- [SUPPLIED RECORDS]:
******

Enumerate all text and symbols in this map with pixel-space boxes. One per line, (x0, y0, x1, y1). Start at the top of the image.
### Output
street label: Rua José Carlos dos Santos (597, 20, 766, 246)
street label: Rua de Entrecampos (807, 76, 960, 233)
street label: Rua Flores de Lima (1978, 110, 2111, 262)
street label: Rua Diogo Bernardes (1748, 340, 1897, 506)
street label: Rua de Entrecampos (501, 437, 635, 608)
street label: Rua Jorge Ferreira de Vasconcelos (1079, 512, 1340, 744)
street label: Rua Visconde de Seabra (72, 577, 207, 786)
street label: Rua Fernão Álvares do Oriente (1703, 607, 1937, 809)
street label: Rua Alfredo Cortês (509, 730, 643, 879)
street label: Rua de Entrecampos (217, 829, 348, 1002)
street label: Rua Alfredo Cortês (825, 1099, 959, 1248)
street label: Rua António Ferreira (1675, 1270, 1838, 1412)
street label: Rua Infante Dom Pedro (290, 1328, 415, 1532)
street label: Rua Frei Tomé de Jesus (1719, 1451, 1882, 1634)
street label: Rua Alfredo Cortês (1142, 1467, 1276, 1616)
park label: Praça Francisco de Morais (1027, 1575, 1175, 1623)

******

- [DESCRIPTION OF THE TASK]: Once more, write out all the data above exactly as given.

- [PROBLEM SOLUTION]:
Enumerate all text and symbols in this map with pixel-space boxes. One per line, (x0, y0, x1, y1). Start at the top of the image.
### Output
street label: Rua José Carlos dos Santos (597, 20, 766, 246)
street label: Rua de Entrecampos (807, 76, 960, 233)
street label: Rua Flores de Lima (1978, 110, 2111, 262)
street label: Rua Diogo Bernardes (1748, 340, 1897, 506)
street label: Rua de Entrecampos (501, 437, 635, 608)
street label: Rua Jorge Ferreira de Vasconcelos (1079, 512, 1340, 744)
street label: Rua Visconde de Seabra (72, 577, 207, 786)
street label: Rua Fernão Álvares do Oriente (1703, 607, 1937, 809)
street label: Rua Alfredo Cortês (509, 730, 643, 879)
street label: Rua de Entrecampos (217, 829, 348, 1002)
street label: Rua Alfredo Cortês (825, 1099, 959, 1248)
street label: Rua António Ferreira (1675, 1270, 1838, 1412)
street label: Rua Infante Dom Pedro (290, 1328, 415, 1532)
street label: Rua Frei Tomé de Jesus (1719, 1451, 1882, 1634)
street label: Rua Alfredo Cortês (1142, 1467, 1276, 1616)
park label: Praça Francisco de Morais (1027, 1575, 1175, 1623)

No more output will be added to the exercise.